Alfie Dix, 17, reviews board games that he plays with the family and subsequently with groups of friends. Here’s his review of Panic Lab.
Winning is a major part of gaming. Unless the game only relies on luck, you can only win when you’ve played better than everyone else and winning is the reward for this excellent play. For me, winning is the exciting climax of the game: when the scores are counted, and you come out victorious. However, what happens if you were doomed from the start? If one player has much less of a chance of winning than another.
In a 4-player game, if the chances of each player winning isn’t exactly 25% then there’s an inherent problem. Due to this, I tend to refrain from recommending games that rely on dexterity, speed, or prior knowledge as there an immediate disparity between players. One great example of this is children and trivia games. How could any child hope to win a trivia game against someone with decades of experience and knowledge. The only way for a child to win will be through rigged victories. Hollow victories = unsatisfied players.
Speaking of one-sided speed games… let’s talk about Panic Lab. You may already be able to tell this isn’t going to be a game for everyone.

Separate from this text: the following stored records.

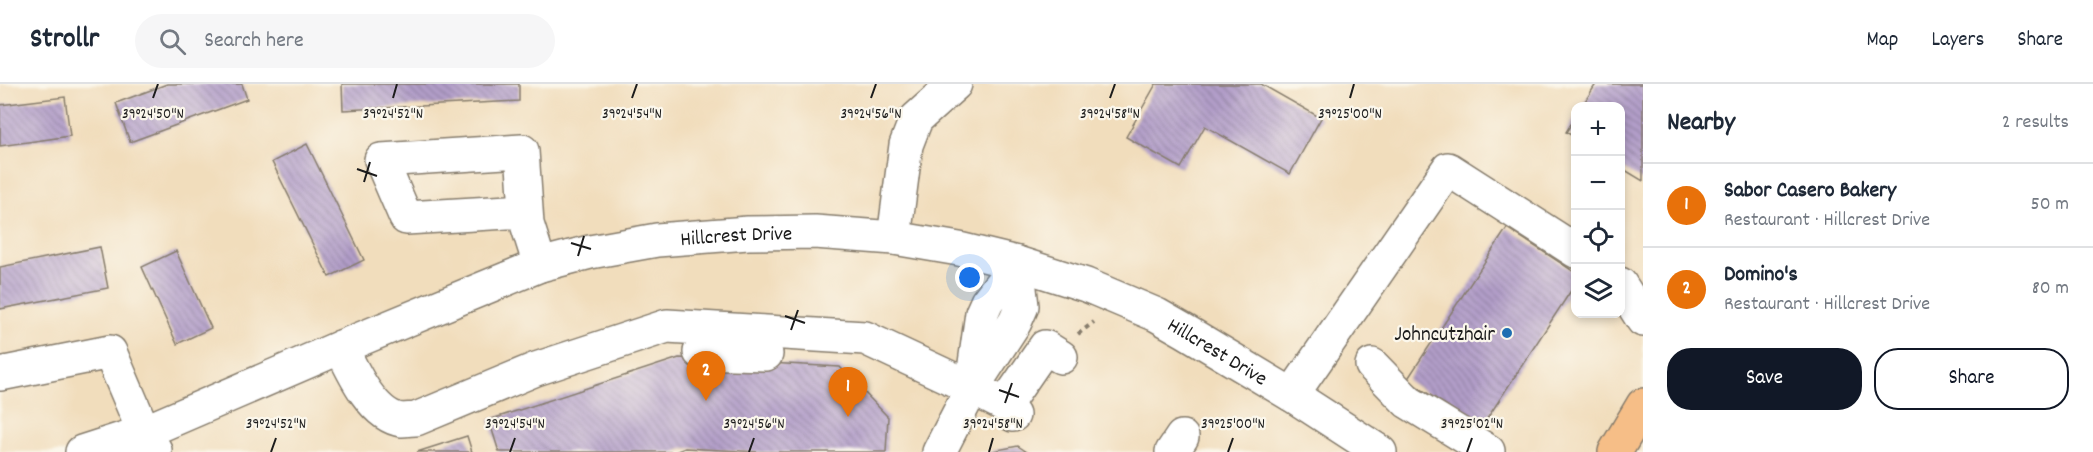 <!DOCTYPE html>
<meta charset="utf-8">
<style>
:root{--surface:#fff;--page:#f6f6f7;--text:#1f2937;--muted:#747a83;--line:#e0e1e3;--accent:#111827}
body{margin:0;font-family:Dekko,sans-serif;background:var(--page);color:var(--text)}
.controls{position:absolute;right:18px;top:18px;display:grid;overflow:hidden;border-radius:12px;box-shadow:0 3px 9px #0003}
.controls button{width:54px;height:54px;display:grid;place-items:center;padding:0;border:0;border-bottom:2px solid var(--line);background:var(--surface);color:var(--text);font:30px sans-serif}
.you{position:absolute;left:970px;top:194px;width:21px;height:21px;margin:-15px;border:4px solid #fff;border-radius:50%;background:#1a73e8;box-shadow:0 0 0 9px #1a73e833}
.badge{display:grid;place-items:center;width:39px;height:39px;border-radius:50%;background:var(--accent);color:#fff;font-size:20px;font-weight:700}
.pin{position:absolute;translate:-50% -50px;filter:drop-shadow(0 2px 3px #0008)}
.pin::after{content:'';position:absolute;top:32px;width:21px;height:18px;background:inherit;clip-path:polygon(0 0,100% 0,50% 100%)}
.list{margin:0;padding:0;list-style:none}
h2{display:flex;justify-content:space-between;align-items:center;height:78px;margin:0;padding:0 24px;font-size:26px}
h2 small{font-size:20px;font-weight:400;color:var(--muted)}
.list li{display:grid;grid-template-columns:39px 1fr auto;gap:18px;align-items:center;box-sizing:border-box;height:84px;padding:0 24px;border-top:2px solid var(--line)}
.list b{display:block;font-size:22px;white-space:nowrap}
.list p{margin:0;font-size:20px;white-space:nowrap;color:var(--muted)}
.list em{font-size:20px;font-style:normal;color:var(--muted)}
.actions{display:flex;gap:12px;padding:18px 24px}
.actions a{flex:1;padding:14px 0;border:2px solid var(--accent);border-radius:24px;text-align:center;font-size:21px;color:var(--accent)}
.actions .main{background:var(--accent);color:#fff}
.icon{flex:none;width:33px;height:33px;fill:none;stroke:currentColor;stroke-width:2;stroke-linecap:round;stroke-linejoin:round}
.map{position:relative;flex:none;width:1643px;height:368px;overflow:hidden}
header{display:flex;align-items:center;gap:36px;box-sizing:border-box;height:84px;padding:0 30px;background:var(--surface);border-bottom:2px solid var(--line)}
header strong{font-size:28px}
nav{display:flex;gap:33px;margin-inline-start:auto;font-size:21px}
.search{width:420px;height:54px;background:var(--page);display:flex;align-items:center;gap:15px;box-sizing:border-box;padding:0 21px;border-radius:33px;color:var(--muted);font-size:22px}
main{display:flex}
aside{flex:1;background:var(--surface)}
.map>svg:first-child{display:block}
.building{fill:url(#building-back-hatch)}
.lines{fill:none;stroke-linecap:round;stroke-linejoin:round}
.minor-casing{stroke:#867c6c;stroke-width:36}
.major-casing{stroke:#867c6c;stroke-width:36}
.path{stroke:#867c6c;stroke-width:4;stroke-dasharray:4.5 4.5;stroke-linecap:butt}
.minor{stroke:#fff;stroke-width:33}
.major{stroke:#f6be87;stroke-width:33}
.ticks{fill:none;stroke:#1c1c1c;stroke-width:2}
.poi-dot{fill:#1f6fb2;stroke:#fbf7ec;stroke-width:2}
.labels{text-anchor:middle;stroke-width:4.5;stroke-linejoin:round;paint-order:stroke}
.street-label{font-size:21px;fill:#1c1c1c;stroke:#fbf7ec}
.poi-label{font-size:21px;fill:#1c1c1c;stroke:#fbf7ec;text-anchor:end}
.ticks-label{font-size:15px;text-anchor:middle;fill:#1c1c1c;stroke:#fbf7ec;stroke-width:4.5;stroke-linejoin:round;paint-order:stroke}
</style>
<header>
<strong>Strollr</strong>
<div class="search"><svg class="icon" aria-label="search" viewBox="0 0 24 24"><circle cx="10" cy="10" r="6"/><path d="M15 15l6 6"/></svg>Search here</div>
<nav><a>Map</a><a>Layers</a><a>Share</a></nav>
</header>
<main>
<div class="map">
<svg width="1643" height="368" viewBox="0 0 1643 368">
<defs>
<pattern id="building-back-hatch" width="6" height="6" patternUnits="userSpaceOnUse" patternTransform="scale(1.5)"><rect width="6" height="6" fill="#b29ec9"/><path d="M-1 5l2 2M0 0l6 6M5-1l2 2" fill="none" stroke="#9080a2"/></pattern>
</defs>
<rect width="100%" height="100%" fill="#fbf7ec"/>
<filter id="ink" filterUnits="userSpaceOnUse"><feTurbulence type="fractalNoise" baseFrequency=".0167" numOctaves="2"/><feDisplacementMap in="SourceGraphic" scale="12" xChannelSelector="R" yChannelSelector="G"/><feConvolveMatrix kernelMatrix="1 2 1 2 8 2 1 2 1" color-interpolation-filters="sRGB"/></filter>
<filter id="wash" filterUnits="userSpaceOnUse"><feTurbulence type="fractalNoise" baseFrequency=".008" numOctaves="4" result="noise"/><feDisplacementMap in="SourceGraphic" scale="24" xChannelSelector="R" yChannelSelector="G"/><feGaussianBlur stdDeviation="1.35" result="paint"/><feColorMatrix in="noise" values="0 0 0 0 0 0 0 0 0 0 0 0 0 0 0 0 0 1.4 0 .05"/><feComposite in="paint" operator="in"/></filter>
<g filter="url(#wash)">
<rect width="100%" height="100%" fill="#f1ddbc"/>
<g id="blocks">
<g class="building">
<polygon points="167,0 242,0 247,15 130,58 116,19"/>
<polygon points="342,0 519,0 519,17 343,26"/>
<polygon points="1156,0 1261,0 1321,34 1290,90 1205,42 1181,84 1126,53"/>
<polygon points="1596,0 1643,0 1643,97 1620,83 1620,22 1582,22"/>
<polygon points="65,13 70,52 0,62 0,21"/>
<polygon points="1576,32 1576,54 1566,48"/>
<polygon points="307,60 364,176 329,193 272,78"/>
<polygon points="1507,144 1576,189 1576,199 1481,344 1407,296"/>
<polygon points="100,163 108,204 0,225 0,183"/>
<polygon points="176,167 211,244 177,260 142,183"/>
<polygon points="679,274 840,283 888,333 886,368 758,368 685,364 675,368 499,368 489,336"/>
<polygon points="467,352 472,368 417,368"/>
<polygon points="1018,362 1027,368 992,368 992,367"/>
</g>
</g>
</g>
<g filter="url(#ink)">
<use href="#blocks" fill-opacity="0" stroke="#867c6c" stroke-width="1.5"/>
<g class="lines">
<defs>
<g id="minor">
<polyline points="526,127 406,134 381,76 522,67 527,140 540,181"/>
<polyline points="894,154 906,61 916,35 955,0"/>
<polyline points="1620,200 1643,236"/>
<path d="M341 263C352 286 373 333 402 336 407 336 412 335 416 335L536 285 667 242 865 254 972 304 1005 321 1013 331"/>
<polyline points="700,268 766,270"/>
<polyline points="1372,281 1408,318 1488,367"/>
<polyline points="0,290 110,268 144,348 155,366"/>
<polyline points="973,294 982,229 987,218 1017,179"/>
<polyline points="1292,311 1448,85 1576,167"/>
<polyline points="1005,321 1045,263 1061,273"/>
<path id="s1" d="M82 368 144 348 341 263 540 181 590 168 657 156 748 149 815 148 894 154 959 165 1017 179 1086 201 1157 231 1185 247 1292 311 1380 368"/>
<polyline points="939,368 972,304 1015,238 1022,222 1017,179"/>
<polyline points="1172,368 1182,353"/>
</g>
<polyline id="major" points="1615,368 1643,321"/>
</defs>
<use href="#minor" class="minor-casing"/>
<use href="#major" class="major-casing"/>
<polyline class="path" points="1078,250 1094,238"/>
<use href="#minor" class="minor"/>
<use href="#major" class="major"/>
</g>
</g>
<path class="ticks" d="M153 14 158 0M393 14 397 0M632 14 637 0M871 14 876 0M1110 14 1115 0M1350 14 1354 0M357 85 377 92M364 98 370 78M571 159 591 165M578 172 584 152M785 232 805 239M791 246 798 226M999 306 1019 313M1005 319 1012 299M271 368 276 354M510 368 515 354M749 368 754 354M989 368 993 354M1228 368 1233 354M1467 368 1472 354"/>
<circle class="poi-dot" cx="1507" cy="249" r="6"/>
<g class="labels">
<g class="street-label">
<text dy="7" stroke="none"><textPath href="#s1" startOffset="694">Hillcrest Drive</textPath></text>
<text dy="7" stroke="none"><textPath href="#s1" startOffset="1198">Hillcrest Drive</textPath></text>
</g>
<g class="poi-label">
<text x="1495" y="256">Johncutzhair</text>
</g>
</g>
<g class="ticks-label">
<text x="153" y="34">39°24'50"N</text>
<text x="393" y="34">39°24'52"N</text>
<text x="632" y="34">39°24'54"N</text>
<text x="871" y="34">39°24'56"N</text>
<text x="1110" y="34">39°24'58"N</text>
<text x="1350" y="34">39°25'00"N</text>
<text x="276" y="344">39°24'52"N</text>
<text x="515" y="344">39°24'54"N</text>
<text x="754" y="344">39°24'56"N</text>
<text x="993" y="344">39°24'58"N</text>
<text x="1233" y="344">39°25'00"N</text>
<text x="1472" y="344">39°25'02"N</text>
</g>
</svg>
<div class="controls">
<button>+</button>
<button>−</button>
<button><svg class="icon" aria-label="locate" viewBox="0 0 24 24"><circle cx="12" cy="12" r="6"/><path d="M12 2v4M12 18v4M2 12h4M18 12h4"/></svg></button>
<button><svg class="icon" aria-label="layers" viewBox="0 0 24 24"><path d="M12 4l9 5-9 5-9-5zM3 14l9 5 9-5"/></svg></button>
</div>
<div class="you"></div>
<div class="pin badge" style="left:848px;top:333px;background:#e8710a">1</div>
<div class="pin badge" style="left:706px;top:317px;background:#e8710a">2</div>
</div>
<aside>
<h2>Nearby<small>2 results</small></h2>
<ul class="list">
<li><span class="badge" style="background:#e8710a">1</span><div><b>Sabor Casero Bakery</b><p>Restaurant · Hillcrest Drive</p></div><em>50 m</em></li>
<li><span class="badge" style="background:#e8710a">2</span><div><b>Domino's</b><p>Restaurant · Hillcrest Drive</p></div><em>80 m</em></li>
</ul>
<div class="actions"><a class="main">Save</a><a>Share</a></div>
</aside>
</main>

Panic Lab is a speed game where you have to efficiently locate an amoeba situated around the circle. However these amoeba go through drastic changes of skin colour, skin pattern and even body shape, all of which must be accounted for on your hunt for the correct monster.
Lay all the tiles at random in a circle. On each turn simply roll the 4 custom dice. These will tell you, which point of the circle to begin your search and the three qualities of the amoeba you are searching for. In her head, each person then searches the circle. Locating the starting point and moving around the circle in the direction indicated on the tile. While passing through tiles different things happen. Air vents force you to miss large sections of the track and take you immediately to the next air vent and machines change the qualities of the amoeba you seek. The aim is to be the first person to touch the correct amoeba. The player who does this receives a token and the first player to get five tokens wins the game.

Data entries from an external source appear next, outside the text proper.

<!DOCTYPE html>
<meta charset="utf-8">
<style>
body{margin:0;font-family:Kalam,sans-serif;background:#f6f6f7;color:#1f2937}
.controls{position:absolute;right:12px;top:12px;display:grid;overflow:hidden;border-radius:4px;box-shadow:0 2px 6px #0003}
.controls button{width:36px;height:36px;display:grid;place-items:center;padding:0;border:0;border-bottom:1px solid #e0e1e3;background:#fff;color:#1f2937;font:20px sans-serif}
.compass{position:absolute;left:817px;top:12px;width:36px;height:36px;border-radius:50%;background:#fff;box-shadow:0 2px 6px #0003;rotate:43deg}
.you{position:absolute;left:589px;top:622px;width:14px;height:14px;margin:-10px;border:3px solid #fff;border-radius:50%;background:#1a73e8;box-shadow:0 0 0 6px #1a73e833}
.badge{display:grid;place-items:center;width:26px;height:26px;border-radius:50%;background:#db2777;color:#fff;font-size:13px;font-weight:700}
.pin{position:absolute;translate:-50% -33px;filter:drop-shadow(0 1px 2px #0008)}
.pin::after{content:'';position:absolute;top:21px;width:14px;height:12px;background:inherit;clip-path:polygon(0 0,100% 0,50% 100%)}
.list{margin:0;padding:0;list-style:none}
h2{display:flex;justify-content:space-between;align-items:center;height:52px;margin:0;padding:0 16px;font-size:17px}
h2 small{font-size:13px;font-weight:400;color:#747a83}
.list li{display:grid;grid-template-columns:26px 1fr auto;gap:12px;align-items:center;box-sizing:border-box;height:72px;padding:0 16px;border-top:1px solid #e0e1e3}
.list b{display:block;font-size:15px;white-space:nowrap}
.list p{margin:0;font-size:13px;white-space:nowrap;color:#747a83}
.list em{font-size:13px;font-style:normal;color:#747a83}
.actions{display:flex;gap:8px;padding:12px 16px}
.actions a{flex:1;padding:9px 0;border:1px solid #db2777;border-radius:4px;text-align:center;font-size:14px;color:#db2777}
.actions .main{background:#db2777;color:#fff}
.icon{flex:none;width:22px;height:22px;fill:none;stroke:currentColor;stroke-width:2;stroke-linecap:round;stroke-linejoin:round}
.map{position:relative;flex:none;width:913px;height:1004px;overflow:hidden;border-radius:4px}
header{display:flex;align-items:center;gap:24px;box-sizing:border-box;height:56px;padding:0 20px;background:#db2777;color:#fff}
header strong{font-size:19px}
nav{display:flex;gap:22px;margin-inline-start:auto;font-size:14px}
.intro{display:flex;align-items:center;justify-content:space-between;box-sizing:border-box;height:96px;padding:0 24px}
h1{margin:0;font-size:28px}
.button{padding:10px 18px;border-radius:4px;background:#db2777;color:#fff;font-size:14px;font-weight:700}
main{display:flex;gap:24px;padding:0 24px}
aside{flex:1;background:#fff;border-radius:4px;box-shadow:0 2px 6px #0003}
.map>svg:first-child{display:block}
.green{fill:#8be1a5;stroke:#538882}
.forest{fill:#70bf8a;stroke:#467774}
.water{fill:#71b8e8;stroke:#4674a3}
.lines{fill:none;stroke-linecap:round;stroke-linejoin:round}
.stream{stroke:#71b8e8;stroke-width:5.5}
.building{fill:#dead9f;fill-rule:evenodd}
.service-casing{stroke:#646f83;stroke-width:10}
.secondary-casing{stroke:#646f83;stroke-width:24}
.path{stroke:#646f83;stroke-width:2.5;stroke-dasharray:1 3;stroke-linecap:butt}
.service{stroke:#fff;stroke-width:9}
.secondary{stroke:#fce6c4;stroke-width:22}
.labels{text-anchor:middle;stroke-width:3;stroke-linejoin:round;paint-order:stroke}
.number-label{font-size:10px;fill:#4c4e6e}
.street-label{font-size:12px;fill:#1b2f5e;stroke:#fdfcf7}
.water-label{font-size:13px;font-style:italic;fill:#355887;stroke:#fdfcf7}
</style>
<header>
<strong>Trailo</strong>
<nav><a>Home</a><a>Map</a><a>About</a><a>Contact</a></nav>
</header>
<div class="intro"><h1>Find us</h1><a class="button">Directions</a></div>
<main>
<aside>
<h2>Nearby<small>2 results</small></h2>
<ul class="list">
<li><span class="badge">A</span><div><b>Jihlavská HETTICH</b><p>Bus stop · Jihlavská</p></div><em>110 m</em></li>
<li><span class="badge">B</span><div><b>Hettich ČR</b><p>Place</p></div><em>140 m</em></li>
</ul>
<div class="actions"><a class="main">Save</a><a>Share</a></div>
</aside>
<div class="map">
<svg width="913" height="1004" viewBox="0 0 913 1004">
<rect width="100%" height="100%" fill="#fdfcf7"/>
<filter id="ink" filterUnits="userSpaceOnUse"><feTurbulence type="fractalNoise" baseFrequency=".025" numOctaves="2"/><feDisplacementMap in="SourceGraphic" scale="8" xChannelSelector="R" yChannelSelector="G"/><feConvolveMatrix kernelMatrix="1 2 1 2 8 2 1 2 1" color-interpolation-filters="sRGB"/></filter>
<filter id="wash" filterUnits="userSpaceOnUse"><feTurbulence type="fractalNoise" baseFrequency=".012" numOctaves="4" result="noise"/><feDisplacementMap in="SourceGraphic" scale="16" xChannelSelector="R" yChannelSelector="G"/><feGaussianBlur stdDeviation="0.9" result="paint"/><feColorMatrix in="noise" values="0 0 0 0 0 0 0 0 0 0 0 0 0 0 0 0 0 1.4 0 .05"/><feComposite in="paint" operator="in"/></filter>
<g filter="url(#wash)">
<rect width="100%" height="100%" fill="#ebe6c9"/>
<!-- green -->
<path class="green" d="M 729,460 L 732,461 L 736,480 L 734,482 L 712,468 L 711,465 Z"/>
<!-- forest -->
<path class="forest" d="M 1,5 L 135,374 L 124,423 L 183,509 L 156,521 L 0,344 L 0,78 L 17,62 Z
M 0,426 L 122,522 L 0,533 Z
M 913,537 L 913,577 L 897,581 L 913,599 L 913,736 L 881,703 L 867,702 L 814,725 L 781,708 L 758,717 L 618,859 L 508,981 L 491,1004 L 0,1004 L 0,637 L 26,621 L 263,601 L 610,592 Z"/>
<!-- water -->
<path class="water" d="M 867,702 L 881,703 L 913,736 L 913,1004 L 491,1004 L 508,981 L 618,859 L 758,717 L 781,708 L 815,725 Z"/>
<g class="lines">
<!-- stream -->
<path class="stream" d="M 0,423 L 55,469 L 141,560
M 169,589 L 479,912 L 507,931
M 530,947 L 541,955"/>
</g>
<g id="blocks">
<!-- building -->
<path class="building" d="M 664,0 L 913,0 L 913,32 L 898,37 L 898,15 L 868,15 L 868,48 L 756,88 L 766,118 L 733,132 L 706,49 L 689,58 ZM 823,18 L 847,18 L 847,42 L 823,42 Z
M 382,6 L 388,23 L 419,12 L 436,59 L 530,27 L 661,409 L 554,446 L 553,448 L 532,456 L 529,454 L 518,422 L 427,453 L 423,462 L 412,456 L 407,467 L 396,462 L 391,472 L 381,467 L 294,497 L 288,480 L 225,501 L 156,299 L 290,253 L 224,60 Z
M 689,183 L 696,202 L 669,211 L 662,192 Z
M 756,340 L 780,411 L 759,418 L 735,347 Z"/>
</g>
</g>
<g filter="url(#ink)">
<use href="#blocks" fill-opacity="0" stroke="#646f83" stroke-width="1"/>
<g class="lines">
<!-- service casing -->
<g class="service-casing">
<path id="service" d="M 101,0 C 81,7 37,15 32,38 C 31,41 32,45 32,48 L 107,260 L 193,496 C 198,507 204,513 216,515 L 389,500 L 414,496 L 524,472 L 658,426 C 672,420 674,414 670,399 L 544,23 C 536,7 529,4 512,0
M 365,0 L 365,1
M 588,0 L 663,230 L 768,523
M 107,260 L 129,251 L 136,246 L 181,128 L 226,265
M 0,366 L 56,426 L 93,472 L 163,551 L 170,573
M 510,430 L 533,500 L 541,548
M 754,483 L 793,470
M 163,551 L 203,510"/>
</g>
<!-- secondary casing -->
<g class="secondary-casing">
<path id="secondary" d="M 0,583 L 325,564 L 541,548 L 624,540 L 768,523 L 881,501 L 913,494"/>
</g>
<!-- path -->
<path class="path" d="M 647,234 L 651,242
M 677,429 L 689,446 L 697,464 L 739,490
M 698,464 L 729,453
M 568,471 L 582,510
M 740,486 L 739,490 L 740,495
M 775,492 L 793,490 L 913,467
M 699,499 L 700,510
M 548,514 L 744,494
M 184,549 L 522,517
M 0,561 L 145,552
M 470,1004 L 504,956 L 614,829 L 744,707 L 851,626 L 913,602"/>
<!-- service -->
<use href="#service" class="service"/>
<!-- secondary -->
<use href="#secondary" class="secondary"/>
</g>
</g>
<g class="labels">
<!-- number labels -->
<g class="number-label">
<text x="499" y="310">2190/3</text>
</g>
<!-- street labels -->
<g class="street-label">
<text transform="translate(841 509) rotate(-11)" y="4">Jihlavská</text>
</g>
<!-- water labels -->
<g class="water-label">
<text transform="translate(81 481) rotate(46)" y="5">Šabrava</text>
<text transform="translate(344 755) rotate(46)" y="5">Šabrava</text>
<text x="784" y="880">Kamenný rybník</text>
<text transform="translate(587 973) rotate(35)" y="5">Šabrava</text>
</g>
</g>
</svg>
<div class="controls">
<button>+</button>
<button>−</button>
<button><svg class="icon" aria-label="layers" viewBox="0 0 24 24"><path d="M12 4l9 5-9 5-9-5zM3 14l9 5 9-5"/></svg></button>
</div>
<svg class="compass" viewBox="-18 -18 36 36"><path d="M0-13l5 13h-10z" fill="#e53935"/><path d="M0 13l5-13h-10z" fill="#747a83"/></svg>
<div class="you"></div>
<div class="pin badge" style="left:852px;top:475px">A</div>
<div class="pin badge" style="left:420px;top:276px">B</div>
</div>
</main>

This is an inexpensive game in a compact metal box, which makes it a good game for travelling. Furthermore, as many people can play as can fit comfortably around the board, making it a solid party option.
However, the game almost has a sense of being incomplete. It is very one-dimensional. Only speed can win you the game. There are no expansions except one that was given out at a tournament in 2017 and with little variation to keep players engaged, I suspect the future of this game is bleak. While I’m sure there are house rules that could change the state of this game, at its core, it is all about speed. It could be argued that strategies like mirroring opponents and pre-emptively guessing the correct tile could work, but these aren’t enough to make the game more interesting.
I cannot recommend the game unless you are a group of equally speedy players looking for a simple speed game, quite the narrow category. If any one person was to be slower than the rest of the players, that player is likely to only score if everyone else messes up, which is unlikely. This imbalance creates a strained atmosphere. This is what happens in our house – it’s impossible for mum to even win a point. No competition reduces the fun.
Perhaps the inclusion of a memory element, or time penalties for those with more tokens could improve this game but as it is, I don’t recommend Panic Lab for your family collection.